[Extracts from] The Food Chain: Movable Feast Carries a Pollution Price Tag
By Elisabeth Rosenthal for the New York Times, April 26, 2008
Cod caught off Norway is shipped to China to be turned into filets, then shipped back to Norway for sale. Argentine lemons fill supermarket shelves on the Citrus Coast of Spain, as local lemons rot on the ground. Half of Europe’s peas are grown and packaged in Kenya.
The movable feast comes at a cost: pollution — especially carbon dioxide, the main global warming gas — from transporting the food.
Under longstanding trade agreements, fuel for international freight carried by sea and air is not taxed. Now, many economists, environmental advocates and politicians say it is time to make shippers and shoppers pay for the pollution, through taxes or other measures.
"We're shifting goods around the world in a way that looks really bizarre," said an Oxford University economist ... [who] noted that Britain imports — and exports — 15,000 tons of waffles a year, and similarly exchanges 20 tons of bottled water with Australia.
This year the European Commission in Brussels announced that all freight-carrying flights into and out of the European Union would be included in the trading bloc's emissions-trading program by 2012, meaning permits will have to be purchased for the pollution they generate.
Under a little-known international treaty called the Convention on International Civil Aviation, signed in Chicago in 1944 to help the fledgling airline industry, fuel for international travel and transport of goods, including food, is exempt from taxes, unlike trucks, cars and buses. There is also no tax on fuel used by ocean freighters.
Proponents say ending these breaks could help ensure that producers and consumers pay the environmental cost of increasingly well-traveled food.

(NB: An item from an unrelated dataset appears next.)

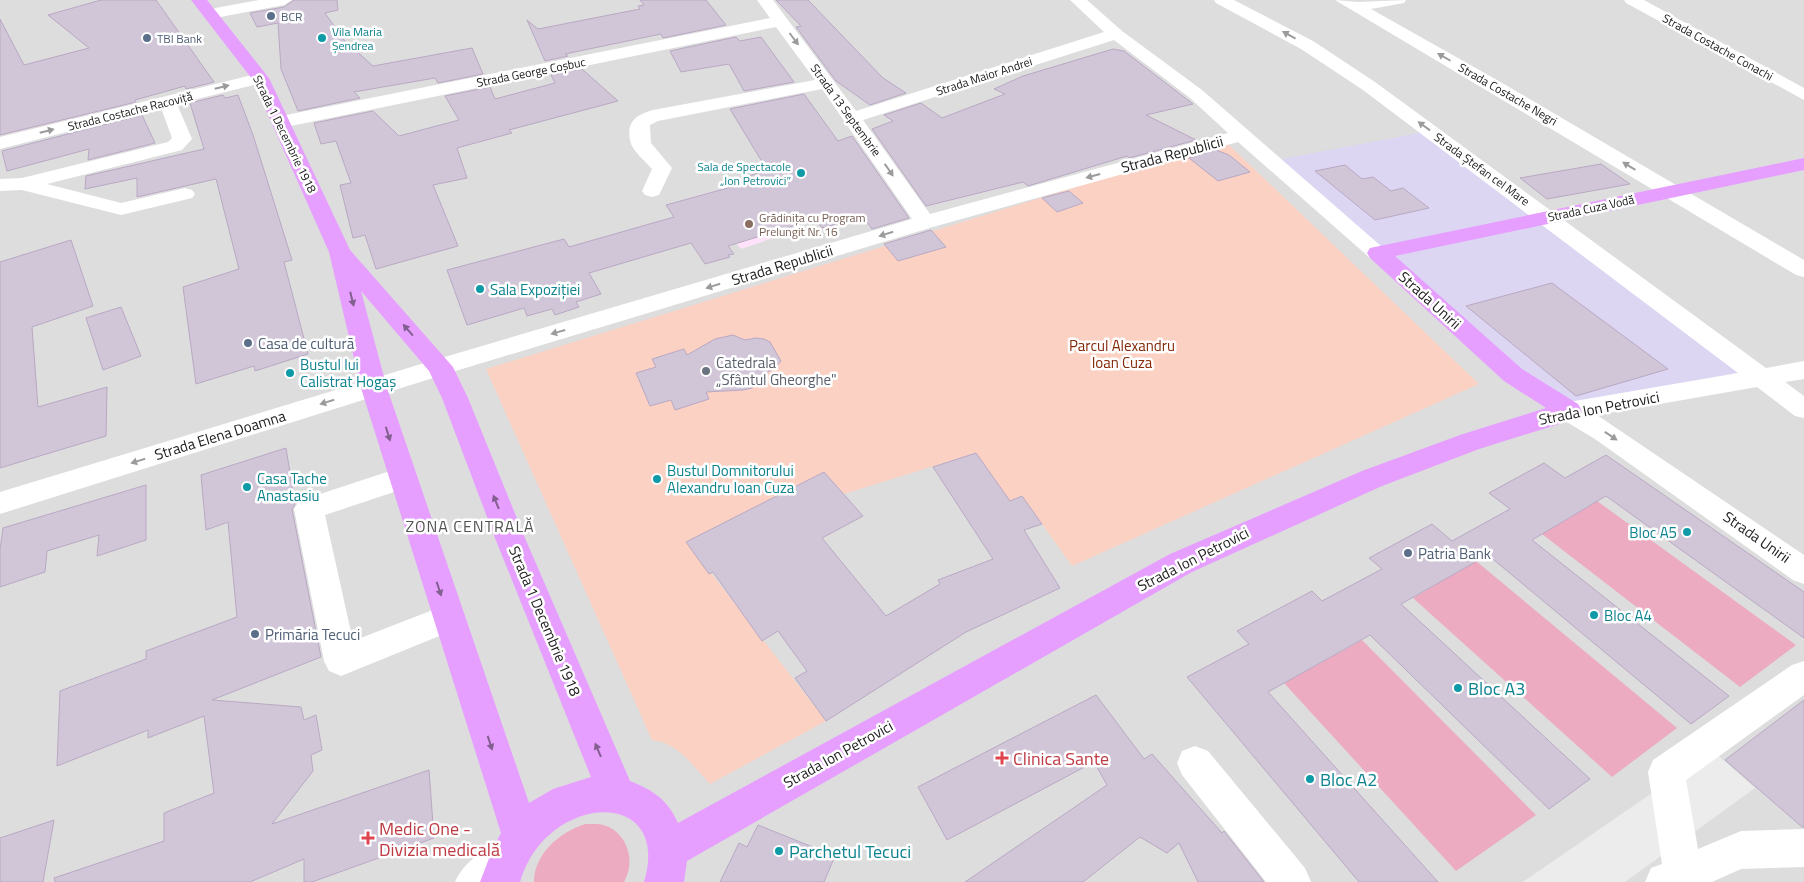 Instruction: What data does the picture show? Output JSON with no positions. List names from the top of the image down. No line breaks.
{"streets":{"main road":["Strada 1 Decembrie 1918","Strada Cuza Vodă","Strada Unirii","Strada Ion Petrovici"],"street":["Strada Costache Conachi","Strada George Coșbuc","Strada Maior Andrei","Strada Costache Negri","Strada 13 Septembrie","Strada Costache Racoviță","Strada Republicii","Strada Ștefan cel Mare","Strada Elena Doamna"]},"crossings":[["Strada George Coșbuc","Strada 13 Septembrie"],["Strada George Coșbuc","Strada 1 Decembrie 1918"],["Strada Maior Andrei","Strada 13 Septembrie"],["Strada Maior Andrei","Strada Unirii"],["Strada Costache Negri","Strada Cuza Vodă"],["Strada 13 Septembrie","Strada Republicii"],["Strada Costache Racoviță","Strada 1 Decembrie 1918"],["Strada 1 Decembrie 1918","Strada Republicii"],["Strada 1 Decembrie 1918","Strada Elena Doamna"],["Strada Republicii","Strada Unirii"],["Strada Republicii","Strada Elena Doamna"],["Strada Ștefan cel Mare","Strada Cuza Vodă"],["Strada Ștefan cel Mare","Strada Ion Petrovici"],["Strada Cuza Vodă","Strada Unirii"],["Strada Unirii","Strada Ion Petrovici"]],"one_way":["Strada Costache Negri","Strada 13 Septembrie","Strada Republicii","Strada Ștefan cel Mare","Strada Elena Doamna"],"districts":["ZONA CENTRALĂ"],"parks":["Parcul Alexandru Ioan Cuza"],"places":{"other":["BCR","TBI Bank","Vila Maria Șendrea","Sala de Spectacole „Ion Petrovici”","Grădinița cu Program Prelungit Nr. 16","Sala Expoziției","Casa de cultură","Catedrala „Sfântul Gheorghe\"","Bustul lui Calistrat Hogaș","Bustul Domnitorului Alexandru Ioan Cuza","Casa Tache Anastasiu","Bloc A5","Patria Bank","Bloc A4","Primăria Tecuci","Bloc A3","Bloc A2","Parchetul Tecuci"],"health":["Clinica Sante","Medic One - Divizia medicală"]}}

Some foods that travel long distances may actually have an environmental advantage over local products, like flowers grown in the tropics instead of in energy-hungry European greenhouses.
Better transportation networks have sharply reduced the time required to ship food abroad. For instance, improved roads in Africa have helped cut the time it takes for goods to go from farms on that continent to stores in Europe to 4 days, compared with 10 days not too many years ago.
And with far cheaper labor costs in African nations, Morocco and Egypt have displaced Spain in just a few seasons as important suppliers of tomatoes and salad greens to central Europe.
The economics are compelling. For example, Norwegian cod costs a manufacturer $1.36 a pound to process in Europe, but only 23 cents a pound in Asia.
"Food is traveling because transport has become so cheap in a world of globalization," said Frederic Hague, head of Norway's environmental group Bellona. "If it was just a matter of processing fish cheaper in China, I'd be happy with it traveling there. The problem is pollution."
Box Fresh Organics, a popular British brand, advertises that 85 percent of its vegetables come from the British Midlands. But in winter, in its standard basket, only the potatoes and carrots are from Britain. The grapes are South African, the fennel is from Spain and the squash is Italian.
Today's retailers could not survive if they failed to offer such variety, Mr. Moorehouse, the British food consultant, said.
"Unfortunately," he said, "we've educated our customers to expect cheap food, that they can go to the market to get whatever they want, whenever they want it. All year. 24/7."